Cuando era joven trabajaba en un centro vacacional; mis obligaciones eran atender la recepción en el turno nocturno y ayudar con los caballos en el establo. No me llevaba bien con el propietario, que desempeñaba las funciones de gerente; lo consideraba un dictador que sólo quería tener campesinos dóciles como empleados. A mis 22 años, acababa de salir de la universidad y expresaba mis puntos de vista sin rodeos.
Cierta semana, a los empleados nos dieron de comer todos los días lo mismo: dos salchichas, un montón de col agria y panecillos rancios. Para colmo, el costo de la comida se descontaba de nuestra paga. Yo estaba indignado.
La noche del viernes de aquella horrible semana me encontraba en la recepción a eso de las 11 cuando llegó el auditor nocturno. Fui a la cocina y encontré una nota, dirigida al jefe de cocineros, en la que se le informaba que debía servirnos a los empleados salchichas y col agria dos días más.
Esto me enfureció. A falta de un público mejor me quejé con el auditor, Sigmund Wollman.
Declaré a voz en cuello que iba a tomar un plato de salchichas y col, iba a despertar al propietario e iba a echárselo en la cara. Nada más faltaba que me dieran aquel comistrajo toda una semana y además me obligaran a pagar por él, y a mí no me gustaban las salchichas ni la col agria para comerlas un día más, y el hotel apestaba, así que iba a empacar para largarme.
Continué con este tenor unos 20 minutos, a grito abierto.
Subrayé mis palabras con golpes de matamoscas en el mostrador, puntapi és y maldiciones a discreción.

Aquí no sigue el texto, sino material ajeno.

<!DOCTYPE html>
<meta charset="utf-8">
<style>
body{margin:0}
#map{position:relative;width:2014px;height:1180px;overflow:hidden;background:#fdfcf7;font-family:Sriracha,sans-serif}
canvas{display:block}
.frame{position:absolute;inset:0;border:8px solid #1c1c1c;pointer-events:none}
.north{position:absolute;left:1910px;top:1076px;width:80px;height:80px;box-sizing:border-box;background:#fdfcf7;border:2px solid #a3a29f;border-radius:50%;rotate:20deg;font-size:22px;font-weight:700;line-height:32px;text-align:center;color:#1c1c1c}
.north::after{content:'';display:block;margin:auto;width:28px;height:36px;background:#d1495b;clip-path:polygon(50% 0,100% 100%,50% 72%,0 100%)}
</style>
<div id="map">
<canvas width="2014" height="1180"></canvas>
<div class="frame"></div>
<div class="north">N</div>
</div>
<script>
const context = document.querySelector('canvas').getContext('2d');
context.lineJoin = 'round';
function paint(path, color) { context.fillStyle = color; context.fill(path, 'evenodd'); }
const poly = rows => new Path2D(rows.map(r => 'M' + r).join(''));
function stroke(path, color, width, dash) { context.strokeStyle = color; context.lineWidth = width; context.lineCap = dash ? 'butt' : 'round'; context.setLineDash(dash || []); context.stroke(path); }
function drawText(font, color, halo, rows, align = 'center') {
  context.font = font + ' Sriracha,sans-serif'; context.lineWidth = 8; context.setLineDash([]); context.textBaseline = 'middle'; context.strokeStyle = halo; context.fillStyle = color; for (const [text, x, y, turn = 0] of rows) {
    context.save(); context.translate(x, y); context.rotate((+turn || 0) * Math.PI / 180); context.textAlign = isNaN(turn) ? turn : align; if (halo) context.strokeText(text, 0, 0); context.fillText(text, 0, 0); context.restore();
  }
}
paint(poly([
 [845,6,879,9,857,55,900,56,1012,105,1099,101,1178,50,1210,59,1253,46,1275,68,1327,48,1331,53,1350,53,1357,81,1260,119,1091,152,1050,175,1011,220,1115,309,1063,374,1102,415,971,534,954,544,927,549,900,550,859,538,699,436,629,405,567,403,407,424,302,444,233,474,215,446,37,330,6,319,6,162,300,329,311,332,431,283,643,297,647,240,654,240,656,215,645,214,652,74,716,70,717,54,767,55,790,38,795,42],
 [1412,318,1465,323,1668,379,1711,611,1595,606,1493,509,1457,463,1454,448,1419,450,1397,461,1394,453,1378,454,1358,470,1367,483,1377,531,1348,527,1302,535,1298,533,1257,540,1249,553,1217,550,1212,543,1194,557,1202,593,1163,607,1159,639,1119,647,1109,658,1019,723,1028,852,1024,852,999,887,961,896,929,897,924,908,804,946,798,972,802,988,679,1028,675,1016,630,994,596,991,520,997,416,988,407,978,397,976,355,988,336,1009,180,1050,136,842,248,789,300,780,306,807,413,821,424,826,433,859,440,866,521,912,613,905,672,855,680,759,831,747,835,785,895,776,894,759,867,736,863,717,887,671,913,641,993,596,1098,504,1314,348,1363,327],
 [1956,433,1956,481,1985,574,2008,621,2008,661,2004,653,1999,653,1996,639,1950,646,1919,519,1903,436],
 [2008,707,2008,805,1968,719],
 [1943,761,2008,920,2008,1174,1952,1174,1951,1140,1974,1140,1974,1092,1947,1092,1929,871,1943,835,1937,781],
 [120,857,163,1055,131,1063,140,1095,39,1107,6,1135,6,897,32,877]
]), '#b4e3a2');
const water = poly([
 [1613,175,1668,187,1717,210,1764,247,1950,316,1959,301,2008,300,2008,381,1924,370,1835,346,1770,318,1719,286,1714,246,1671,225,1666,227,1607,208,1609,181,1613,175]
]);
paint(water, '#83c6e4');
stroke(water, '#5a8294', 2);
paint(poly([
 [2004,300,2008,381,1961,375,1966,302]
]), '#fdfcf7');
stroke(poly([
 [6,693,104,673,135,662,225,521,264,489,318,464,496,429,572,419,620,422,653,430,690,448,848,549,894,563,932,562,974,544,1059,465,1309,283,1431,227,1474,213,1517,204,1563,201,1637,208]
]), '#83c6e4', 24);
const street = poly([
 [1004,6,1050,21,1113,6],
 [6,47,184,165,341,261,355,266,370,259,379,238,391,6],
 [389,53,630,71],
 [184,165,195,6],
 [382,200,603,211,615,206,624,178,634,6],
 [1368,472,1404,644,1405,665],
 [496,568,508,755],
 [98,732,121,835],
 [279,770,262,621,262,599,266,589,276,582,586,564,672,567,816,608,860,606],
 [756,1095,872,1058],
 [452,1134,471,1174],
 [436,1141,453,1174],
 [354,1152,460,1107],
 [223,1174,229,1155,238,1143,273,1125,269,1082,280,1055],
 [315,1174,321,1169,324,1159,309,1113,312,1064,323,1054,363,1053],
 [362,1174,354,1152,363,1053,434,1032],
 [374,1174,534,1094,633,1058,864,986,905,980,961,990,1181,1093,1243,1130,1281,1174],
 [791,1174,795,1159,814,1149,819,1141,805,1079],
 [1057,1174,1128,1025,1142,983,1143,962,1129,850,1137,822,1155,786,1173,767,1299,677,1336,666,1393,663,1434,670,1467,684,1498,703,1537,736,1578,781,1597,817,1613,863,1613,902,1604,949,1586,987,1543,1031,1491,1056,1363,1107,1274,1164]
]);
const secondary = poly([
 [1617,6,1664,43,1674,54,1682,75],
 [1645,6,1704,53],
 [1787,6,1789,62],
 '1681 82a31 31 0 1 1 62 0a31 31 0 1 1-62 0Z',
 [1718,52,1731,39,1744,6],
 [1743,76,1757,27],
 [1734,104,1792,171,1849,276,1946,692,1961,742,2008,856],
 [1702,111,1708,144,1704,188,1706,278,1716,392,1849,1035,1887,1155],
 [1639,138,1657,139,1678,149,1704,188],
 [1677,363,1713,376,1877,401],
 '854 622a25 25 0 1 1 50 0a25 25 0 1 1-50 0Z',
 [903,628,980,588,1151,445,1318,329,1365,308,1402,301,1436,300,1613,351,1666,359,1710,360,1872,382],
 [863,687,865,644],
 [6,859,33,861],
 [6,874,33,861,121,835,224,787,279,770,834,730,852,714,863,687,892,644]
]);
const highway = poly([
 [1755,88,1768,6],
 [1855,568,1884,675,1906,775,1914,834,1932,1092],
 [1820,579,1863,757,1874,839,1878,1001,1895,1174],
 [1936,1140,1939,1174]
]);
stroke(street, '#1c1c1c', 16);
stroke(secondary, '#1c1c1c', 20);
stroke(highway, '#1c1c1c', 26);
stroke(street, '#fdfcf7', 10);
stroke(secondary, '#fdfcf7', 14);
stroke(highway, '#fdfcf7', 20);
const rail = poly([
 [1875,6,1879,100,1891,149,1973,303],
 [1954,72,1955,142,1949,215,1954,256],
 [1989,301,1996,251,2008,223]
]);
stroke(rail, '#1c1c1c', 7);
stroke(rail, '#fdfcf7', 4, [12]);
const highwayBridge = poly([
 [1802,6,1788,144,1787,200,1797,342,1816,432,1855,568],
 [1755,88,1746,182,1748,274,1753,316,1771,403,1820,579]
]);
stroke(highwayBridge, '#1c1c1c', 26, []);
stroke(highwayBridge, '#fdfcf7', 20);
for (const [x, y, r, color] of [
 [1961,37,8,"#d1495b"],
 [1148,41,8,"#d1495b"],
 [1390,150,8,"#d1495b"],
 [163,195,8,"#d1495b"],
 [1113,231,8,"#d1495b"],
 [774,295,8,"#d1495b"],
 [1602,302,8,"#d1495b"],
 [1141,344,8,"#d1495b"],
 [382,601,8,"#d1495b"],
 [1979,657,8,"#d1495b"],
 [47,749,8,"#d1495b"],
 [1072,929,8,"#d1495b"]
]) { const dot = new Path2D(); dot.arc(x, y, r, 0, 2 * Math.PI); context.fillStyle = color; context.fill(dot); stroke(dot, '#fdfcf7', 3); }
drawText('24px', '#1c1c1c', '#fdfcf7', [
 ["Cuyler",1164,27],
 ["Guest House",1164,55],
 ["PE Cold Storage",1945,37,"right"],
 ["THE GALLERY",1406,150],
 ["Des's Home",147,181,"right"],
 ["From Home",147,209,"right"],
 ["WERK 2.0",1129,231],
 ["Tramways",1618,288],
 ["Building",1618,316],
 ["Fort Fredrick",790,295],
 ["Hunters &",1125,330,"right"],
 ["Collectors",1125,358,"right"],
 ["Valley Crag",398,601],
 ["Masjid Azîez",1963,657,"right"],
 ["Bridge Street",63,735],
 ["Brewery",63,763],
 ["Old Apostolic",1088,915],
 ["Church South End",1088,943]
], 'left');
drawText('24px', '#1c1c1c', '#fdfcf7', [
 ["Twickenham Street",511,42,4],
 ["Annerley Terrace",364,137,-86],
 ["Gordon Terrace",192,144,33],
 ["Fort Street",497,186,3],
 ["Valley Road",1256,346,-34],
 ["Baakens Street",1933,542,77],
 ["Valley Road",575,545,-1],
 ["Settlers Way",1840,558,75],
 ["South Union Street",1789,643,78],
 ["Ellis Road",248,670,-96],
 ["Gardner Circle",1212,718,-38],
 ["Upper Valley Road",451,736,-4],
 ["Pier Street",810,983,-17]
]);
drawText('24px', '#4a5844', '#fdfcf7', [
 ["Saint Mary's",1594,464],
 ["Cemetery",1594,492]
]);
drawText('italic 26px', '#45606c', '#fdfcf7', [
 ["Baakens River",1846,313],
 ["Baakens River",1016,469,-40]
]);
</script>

En tanto daba rienda suelta a mi berrinche. Sigmund Wollman permanecía sentado silenciosamente en su banco, mirándome con una expresión de tristeza.
Tenía buenas razones para verse apesadumbrado. Era un judío alemán que había sobrevivido tres años en el campo de concentración de Auschwitz. De constitución delgada, sufría de una tos pertinaz y le gustaba la soledad de su trabajo nocturno, porque le daba espacio intelectual, paz y tranquilidad. Además, podía ir a la cocina a tomar todos los bocadillos que quisiera: tantas salchichas y tanta col agria como se le antojara. Para él, un banquete. Lo mejor de todo era que nadie le decía lo que tenía que hacer. En Auschwitz había soñado con algo así. Yo, intruso en ese ámbito de sus sueños, era la única persona que veía. Su turno y el mío coincidían una hora.
Escúcheme, Fulghum, escúcheme. ¿Sabe cuál es su problema? No son las salchichas ni la col, y no es el patrón, ni el jefe de cocineros, ni este empleo.
Entonces, ¿cuál cree que es mi problema?
Mire, Fulghum, usted piensa que lo sabe todo, pero no conoce la diferencia entre un contratiempo y un problema. Si se rompe usted el cuello, si no tiene nada que llevarse a la boca, si su casa se incendia, esos sí que son roblemas. Todo lo demás es contratiempo.
La vida está llena de contratiempos.
Aprenda a distinguir los contratiempos de los verdaderos problemas; vivirá más.
Y no fastidiará a la gente, como me fastidia a mí. Buenas noches.
Pocas veces en la vida me ha golpeado la verdad con tanta fuerza. Allí, en aquella oscuridad nocturna, Sigmund Wollman me reprendió y al mismo tiempo abrió una ventana en mi mente.
Desde hace ya 30 años, cuando me siento presionado, cuando algo me tiene acorralado y estoy a punto de hacer una tontería en un arranque de furia, se me aparece aquel rostro apesadumbrado y me pregunta: ¿Es esto un problema o un contratiempo?
Yo lo llamo la Prueba de objetividad de Wollman. La vida está llena de nudos.
Un nudo en la madera, un nudo en la garganta y un nudo en una mamá no tienen la misma importancia. Hay que saber distinguirlos.